**TASK GOAL:** The reply should consist of one number, which is how many lines in the material below contain "shadow".

**MATERIAL PROVIDED:**

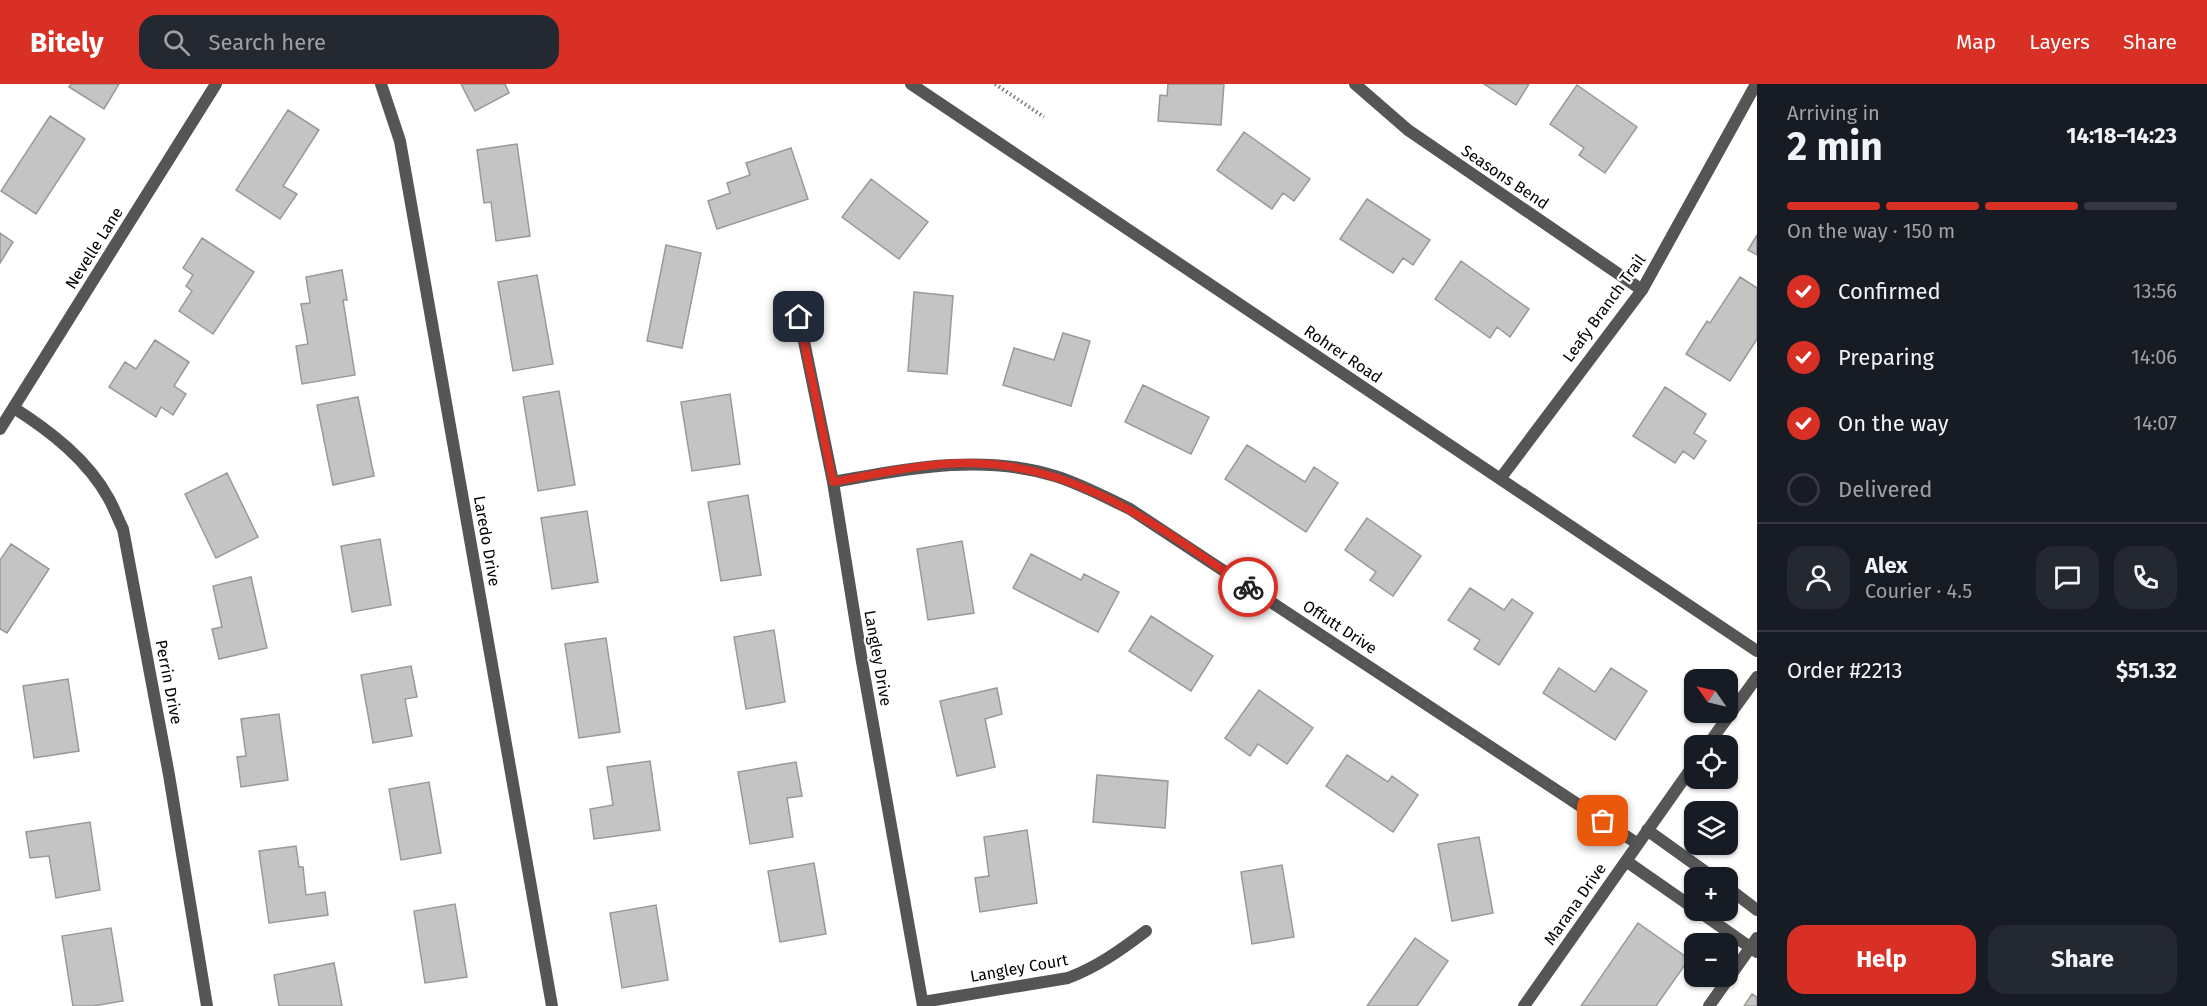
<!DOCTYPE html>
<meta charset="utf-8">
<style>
:root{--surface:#171b24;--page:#242831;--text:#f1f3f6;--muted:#9ea1a6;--line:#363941;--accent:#d93025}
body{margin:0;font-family:"Fira Sans",sans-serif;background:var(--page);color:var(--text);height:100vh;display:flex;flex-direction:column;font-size:22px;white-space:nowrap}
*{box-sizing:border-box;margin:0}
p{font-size:20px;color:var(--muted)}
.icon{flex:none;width:33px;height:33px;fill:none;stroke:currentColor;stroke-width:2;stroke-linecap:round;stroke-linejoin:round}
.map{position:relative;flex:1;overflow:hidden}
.drawer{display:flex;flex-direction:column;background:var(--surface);width:450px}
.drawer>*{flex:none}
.needle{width:39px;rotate:304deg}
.fabs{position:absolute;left:1684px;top:585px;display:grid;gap:12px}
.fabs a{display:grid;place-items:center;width:54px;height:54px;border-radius:12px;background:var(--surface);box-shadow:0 2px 4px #0004;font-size:30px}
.pin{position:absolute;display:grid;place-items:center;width:51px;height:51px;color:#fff;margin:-26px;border-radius:12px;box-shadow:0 3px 9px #0006}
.courier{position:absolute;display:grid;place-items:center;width:60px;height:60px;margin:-30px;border:4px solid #d93025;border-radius:50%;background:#fff;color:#222;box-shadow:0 2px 8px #0007}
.head em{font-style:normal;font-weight:700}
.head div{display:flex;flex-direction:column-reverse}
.head{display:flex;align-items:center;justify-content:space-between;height:102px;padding:0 30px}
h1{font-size:39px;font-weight:700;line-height:45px}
.bar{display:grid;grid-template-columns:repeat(4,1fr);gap:9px 6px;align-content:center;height:72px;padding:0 30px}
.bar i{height:8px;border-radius:4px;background:var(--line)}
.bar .on{background:var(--accent)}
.bar p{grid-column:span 4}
.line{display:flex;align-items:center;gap:15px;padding:0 30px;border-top:2px solid var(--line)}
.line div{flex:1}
.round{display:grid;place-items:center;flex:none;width:63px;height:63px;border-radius:18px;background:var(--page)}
ol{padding:0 30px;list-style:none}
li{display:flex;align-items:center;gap:18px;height:66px}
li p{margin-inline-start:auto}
li .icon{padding:6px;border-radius:50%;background:var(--accent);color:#fff;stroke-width:4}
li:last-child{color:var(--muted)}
li i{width:33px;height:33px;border:3px solid var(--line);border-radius:50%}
.cta{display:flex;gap:12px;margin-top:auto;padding:12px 30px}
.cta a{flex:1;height:69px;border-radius:18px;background:var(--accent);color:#fff;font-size:24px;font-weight:700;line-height:69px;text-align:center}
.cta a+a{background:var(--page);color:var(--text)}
header{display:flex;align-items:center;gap:36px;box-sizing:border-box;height:84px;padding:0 30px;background:var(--accent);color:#fff}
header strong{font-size:28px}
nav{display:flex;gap:33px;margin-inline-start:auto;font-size:21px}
.search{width:420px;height:54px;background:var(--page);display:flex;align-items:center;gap:15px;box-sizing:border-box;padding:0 21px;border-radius:18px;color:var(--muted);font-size:22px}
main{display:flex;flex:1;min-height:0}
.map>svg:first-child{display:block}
.building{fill:#c4c4c4;stroke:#999;stroke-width:1.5}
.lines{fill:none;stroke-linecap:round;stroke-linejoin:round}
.path{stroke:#777;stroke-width:4;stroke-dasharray:1.5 3;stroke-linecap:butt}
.lane{stroke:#555;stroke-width:12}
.street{stroke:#555;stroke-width:12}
.done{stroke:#595959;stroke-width:6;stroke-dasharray:0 10.8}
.route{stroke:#d93025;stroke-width:8}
.labels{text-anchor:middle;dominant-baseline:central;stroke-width:4.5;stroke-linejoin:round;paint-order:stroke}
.street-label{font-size:16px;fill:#000;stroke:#fff}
</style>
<header>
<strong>Bitely</strong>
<div class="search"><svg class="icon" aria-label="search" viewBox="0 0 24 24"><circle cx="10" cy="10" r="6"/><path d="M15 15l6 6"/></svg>Search here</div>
<nav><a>Map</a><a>Layers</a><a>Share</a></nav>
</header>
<main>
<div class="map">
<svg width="1757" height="922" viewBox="0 0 1757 922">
<rect width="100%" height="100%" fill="#fff"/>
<path class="building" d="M71 0H119L104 25 69 3Z
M461 0H505L509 9 475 27Z
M1168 0H1224L1221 41 1158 37 1160 11 1167 12Z
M1484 0H1529L1516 21Z
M1577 1 1637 43 1605 89 1579 71 1584 64 1550 40Z
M288 26 319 46 283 102 297 110 280 135 236 106Z
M50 32 85 55 36 130 1 107Z
M1244 48 1310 95 1294 117 1283 109 1272 125 1217 86Z
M517 60 530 152 496 157 491 118 484 119 477 66Z
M791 64 808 115 717 145 708 117 730 109 727 99 750 91 746 79Z
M871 95 928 138 899 175 842 133Z
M1367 115 1430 156 1413 181 1403 174 1393 189 1340 155Z
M0 149 13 158 0 179Z
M1757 151V171L1748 166Z
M202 154 254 188 213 250 179 227 192 207 186 202 193 191 183 184Z
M666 161 701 169 682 264 647 257Z
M1461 177 1529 225 1510 253 1497 243 1490 254 1435 215Z
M342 186 347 216H343L355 291 302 300 296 262 308 260 301 220 310 219 306 193Z
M537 191 553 280 513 287 498 198Z
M1740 193 1757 204V255L1730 297 1686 270 1707 237 1710 239Z
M914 208 953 212 947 290 908 287Z
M1063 249 1090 257 1071 322 1003 301 1014 264 1054 276Z
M155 256 189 278 174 302 186 310 173 331 161 323 156 333 109 303 125 278 136 285Z
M1143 301 1209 333 1191 370 1125 338Z
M1665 303 1706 330 1694 349 1706 357 1694 375 1683 367 1675 379 1633 352Z
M559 307 575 401 538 407 523 313Z
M730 310 740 380 692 387 681 318Z
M358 313 374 392 333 401 317 321Z
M1247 361 1305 398 1314 383 1338 399 1306 448 1225 395Z
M227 389 258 453 216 474 185 410Z
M748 411 761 491 721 497 708 418Z
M587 427 598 498 552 505 541 434Z
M1367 434 1421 472 1393 512 1370 496 1376 488 1345 466Z
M380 455 391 521 352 528 341 462Z
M962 457 974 529 928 536 917 465Z
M11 460 49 485 7 549 0 545V476Z
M1031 470 1081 496 1084 490 1119 508 1098 548 1013 504Z
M251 493 267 564 219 575 212 545 222 543 213 502Z
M1470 504 1504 526 1512 515 1533 529 1499 581 1474 565 1480 556 1448 536Z
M1151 532 1213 572 1191 607 1129 567Z
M774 546 785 618 746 625 734 553Z
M606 554 620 648 579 654 565 560Z
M411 582 417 613 405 615 412 652 373 659 361 591Z
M1559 584 1595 608 1611 584 1647 607 1615 656 1543 609Z
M68 595 79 667 34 674 23 602Z
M997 604 1002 630 985 635 995 683 957 692 940 617Z
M1259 606 1313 644 1287 680 1258 660 1250 672 1225 654Z
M279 630 288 696 241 703 237 673 246 672 241 635Z
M1347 671 1388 698 1392 692 1418 711 1393 748 1326 702Z
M650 677 660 746 594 755 590 725 613 721 607 683Z
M796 678 802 712 787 714 793 753 750 760 738 688Z
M1097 691 1168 697 1165 744 1093 738Z
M429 698 441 769 401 776 389 705Z
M90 738 100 806 56 814 49 772 30 774 26 748Z
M1027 746 1037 819 980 828 975 794 989 792 984 753Z
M1479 753 1493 829 1452 837 1438 760Z
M296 762 299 783H303L306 811 325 808 328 831 269 839 259 767Z
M814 779 826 850 780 858 768 787Z
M1282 781 1294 853 1252 860 1241 788Z
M455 820 467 893 425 899 414 827Z
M656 821 668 896 622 904 610 829Z
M1638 839 1689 875 1656 922H1581Z
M111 844 123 917 93 922H73L62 852Z
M1415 854 1448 877 1417 922H1367Z
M334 879 342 922H279L274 891Z
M1752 910 1757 913V922H1744Z"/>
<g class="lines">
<path class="path" d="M995 0 1044 33"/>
<path class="lane" d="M1709 922 1757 854"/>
<path class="street" d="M381 0 400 57 552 922
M911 0 1757 567
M1355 0 1408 46 1642 206
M799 233 833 398 862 578 923 922
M14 324C50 347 88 376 109 415 114 424 118 435 123 445L169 691 207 922
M0 345 216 0
M1500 395 1642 206 1756 0
M833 398C906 385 981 369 1055 392 1081 400 1105 413 1130 425L1638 760
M1707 662 1757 593
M1647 746 1714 794
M1626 777 1695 825
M1728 804 1757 826
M1697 826 1757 868
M923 918 1068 894C1097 883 1121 866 1146 847
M1524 922 1695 679"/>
</g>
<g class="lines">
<path class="done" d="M1248 503 1603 737"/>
<path class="route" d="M799 233 833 398C877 390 923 379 968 379 1081 380 1159 444 1248 503"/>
</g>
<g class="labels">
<g class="street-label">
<text transform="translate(1505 93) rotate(34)">Seasons Bend</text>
<text transform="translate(94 164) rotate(-58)">Nevelle Lane</text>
<text transform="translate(1604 224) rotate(-54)">Leafy Branch Trail</text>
<text transform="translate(1343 270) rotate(34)">Rohrer Road</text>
<text transform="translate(487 457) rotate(80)">Laredo Drive</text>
<text transform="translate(1340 543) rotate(33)">Offutt Drive</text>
<text transform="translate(878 574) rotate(80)">Langley Drive</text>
<text transform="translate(169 598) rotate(79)">Perrin Drive</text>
<text transform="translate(1575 820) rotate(-55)">Marana Drive</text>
<text transform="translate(1019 884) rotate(-10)">Langley Court</text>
</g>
</g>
</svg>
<div class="fabs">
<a><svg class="needle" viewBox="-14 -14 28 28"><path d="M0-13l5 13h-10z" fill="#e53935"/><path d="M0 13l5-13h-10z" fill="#9ea1a6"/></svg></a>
<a><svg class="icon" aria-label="locate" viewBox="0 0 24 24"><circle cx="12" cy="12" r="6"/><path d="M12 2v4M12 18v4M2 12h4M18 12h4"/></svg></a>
<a><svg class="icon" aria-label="layers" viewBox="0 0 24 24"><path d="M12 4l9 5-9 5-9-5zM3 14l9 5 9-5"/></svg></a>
<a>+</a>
<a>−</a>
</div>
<div class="pin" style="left:1603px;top:737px;background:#ea580c"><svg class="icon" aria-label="bag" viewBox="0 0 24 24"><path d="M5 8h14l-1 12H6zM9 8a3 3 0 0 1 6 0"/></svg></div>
<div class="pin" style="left:799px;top:233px;background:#1f2937"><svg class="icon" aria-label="home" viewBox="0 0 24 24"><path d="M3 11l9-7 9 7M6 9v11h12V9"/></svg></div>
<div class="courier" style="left:1248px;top:503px"><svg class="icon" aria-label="bike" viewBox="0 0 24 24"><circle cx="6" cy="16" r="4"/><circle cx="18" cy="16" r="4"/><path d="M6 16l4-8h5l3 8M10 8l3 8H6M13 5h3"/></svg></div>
</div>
<section class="drawer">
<div class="head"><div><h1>2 min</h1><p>Arriving in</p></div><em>14:18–14:23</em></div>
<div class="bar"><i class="on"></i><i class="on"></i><i class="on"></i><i></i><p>On the way · 150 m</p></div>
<ol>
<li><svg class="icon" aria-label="check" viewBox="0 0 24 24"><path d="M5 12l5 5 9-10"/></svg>Confirmed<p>13:56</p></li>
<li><svg class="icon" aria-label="check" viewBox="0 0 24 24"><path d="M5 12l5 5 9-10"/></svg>Preparing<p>14:06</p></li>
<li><svg class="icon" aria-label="check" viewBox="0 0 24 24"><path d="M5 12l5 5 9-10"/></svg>On the way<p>14:07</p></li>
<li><i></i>Delivered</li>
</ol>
<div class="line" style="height:108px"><a class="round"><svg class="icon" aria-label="person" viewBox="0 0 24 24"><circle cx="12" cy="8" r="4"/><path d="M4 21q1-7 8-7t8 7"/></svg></a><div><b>Alex</b><p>Courier · 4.5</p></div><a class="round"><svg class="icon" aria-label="chat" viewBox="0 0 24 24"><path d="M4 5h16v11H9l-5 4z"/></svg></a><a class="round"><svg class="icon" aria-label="phone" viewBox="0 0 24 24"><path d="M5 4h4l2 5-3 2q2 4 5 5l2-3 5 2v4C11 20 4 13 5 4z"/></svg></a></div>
<div class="line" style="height:78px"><div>Order #2213</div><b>$51.32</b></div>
<div class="cta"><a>Help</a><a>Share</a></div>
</section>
</main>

**TASK ANSWER:** 3